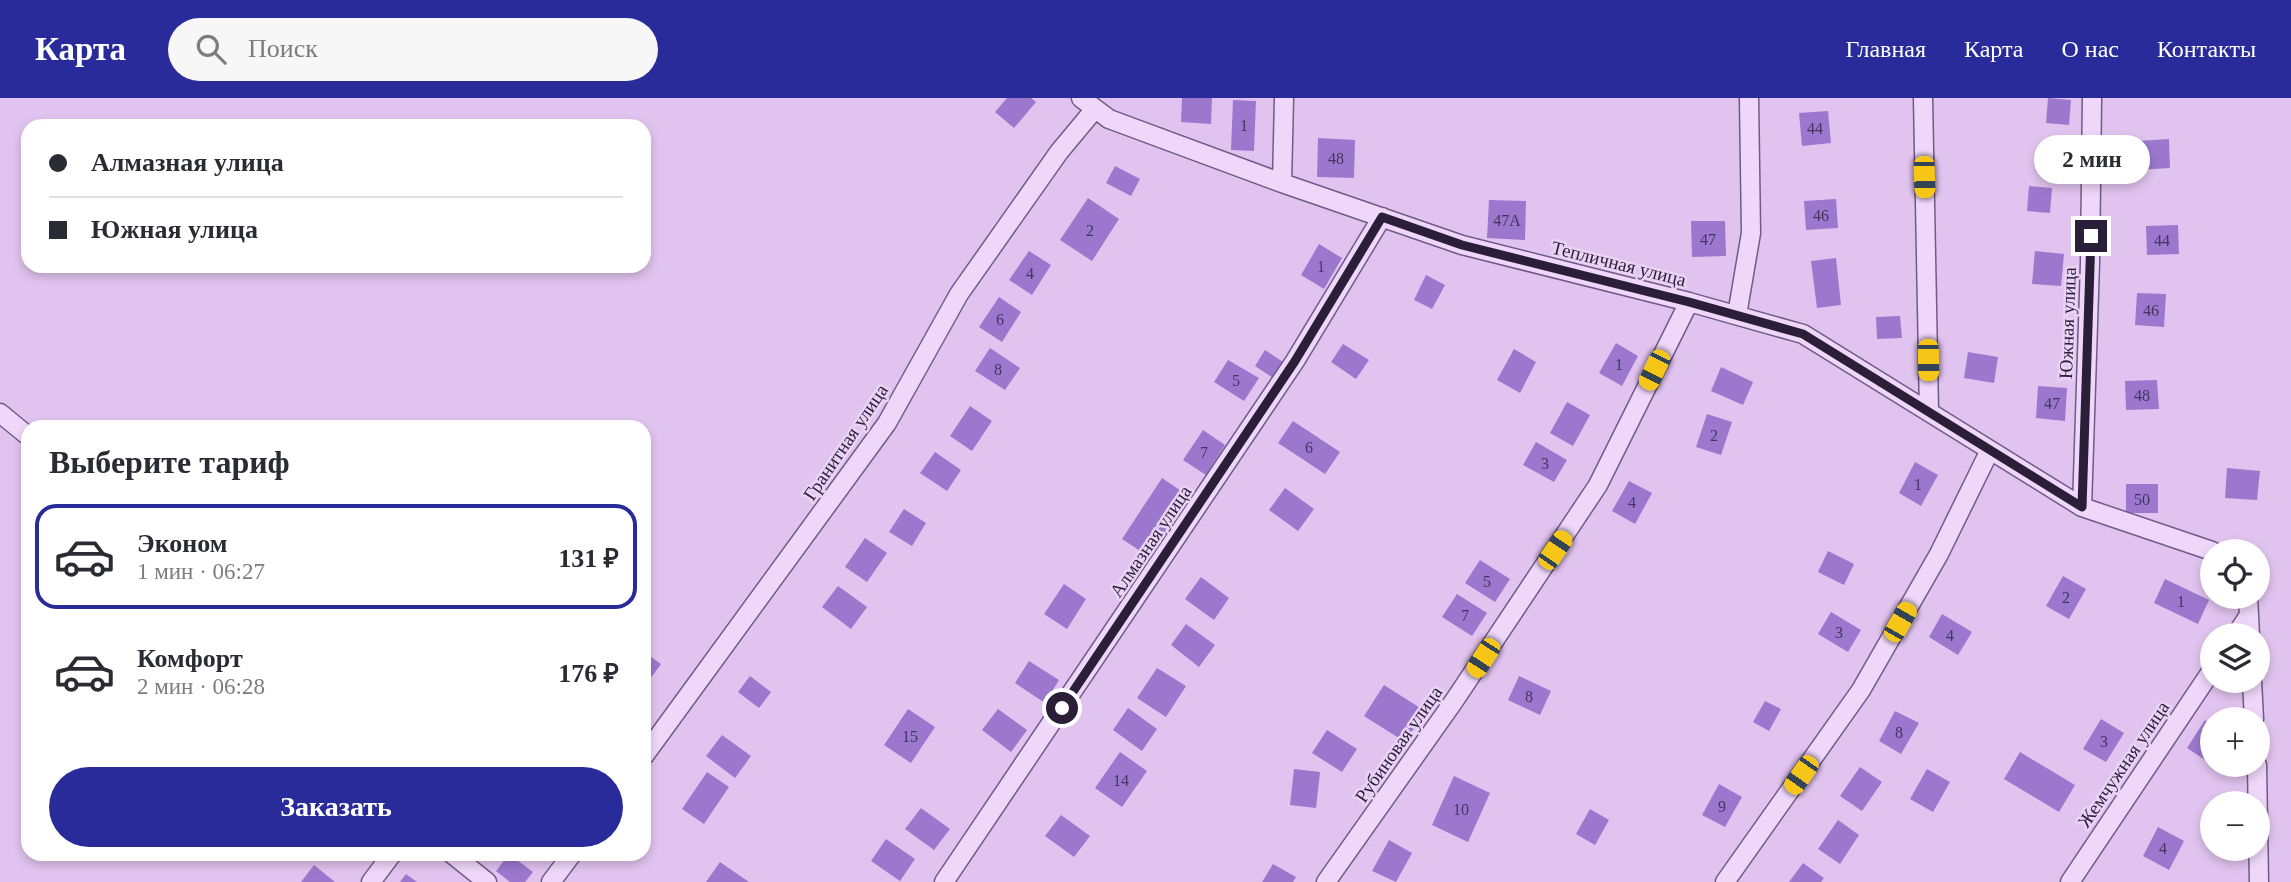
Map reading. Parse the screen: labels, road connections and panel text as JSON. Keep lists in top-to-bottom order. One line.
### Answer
{"streets":{"street":["Тепличная улица","Южная улица","Гранитная улица","Алмазная улица","Рубиновая улица","Жемчужная улица"]},"crossings":[["Тепличная улица","Южная улица"],["Тепличная улица","Гранитная улица"],["Тепличная улица","Алмазная улица"],["Тепличная улица","Рубиновая улица"]],"house_numbers":["1","44","48","46","47А","2","47","44","1","4","46","6","1","8","5","48","47","2","6","7","3","1","50","4","5","2","1","7","3","4","8","8","15","3","14","9","10","4"],"page":{"header":"Карта","search":"Поиск","nav":["Главная","Карта","О нас","Контакты"],"banner":["Алмазная улица","Южная улица"],"bubble":"2 мин","heading":"Выберите тариф","list":[{"name":"Эконом","note":"1 мин · 06:27","value":"131 ₽"},{"name":"Комфорт","note":"2 мин · 06:28","value":"176 ₽"}],"map_buttons":["+","−"],"buttons":"Заказать"}}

--*--

● **Work order**
From the data above, write out everything exactly except the pictures.

● **Response**
Map reading. Parse the screen: labels, road connections and panel text as JSON. Keep lists in top-to-bottom order. One line.
### Answer
{"streets":{"street":["Тепличная улица","Южная улица","Гранитная улица","Алмазная улица","Рубиновая улица","Жемчужная улица"]},"crossings":[["Тепличная улица","Южная улица"],["Тепличная улица","Гранитная улица"],["Тепличная улица","Алмазная улица"],["Тепличная улица","Рубиновая улица"]],"house_numbers":["1","44","48","46","47А","2","47","44","1","4","46","6","1","8","5","48","47","2","6","7","3","1","50","4","5","2","1","7","3","4","8","8","15","3","14","9","10","4"],"page":{"header":"Карта","search":"Поиск","nav":["Главная","Карта","О нас","Контакты"],"banner":["Алмазная улица","Южная улица"],"bubble":"2 мин","heading":"Выберите тариф","list":[{"name":"Эконом","note":"1 мин · 06:27","value":"131 ₽"},{"name":"Комфорт","note":"2 мин · 06:28","value":"176 ₽"}],"map_buttons":["+","−"],"buttons":"Заказать"}}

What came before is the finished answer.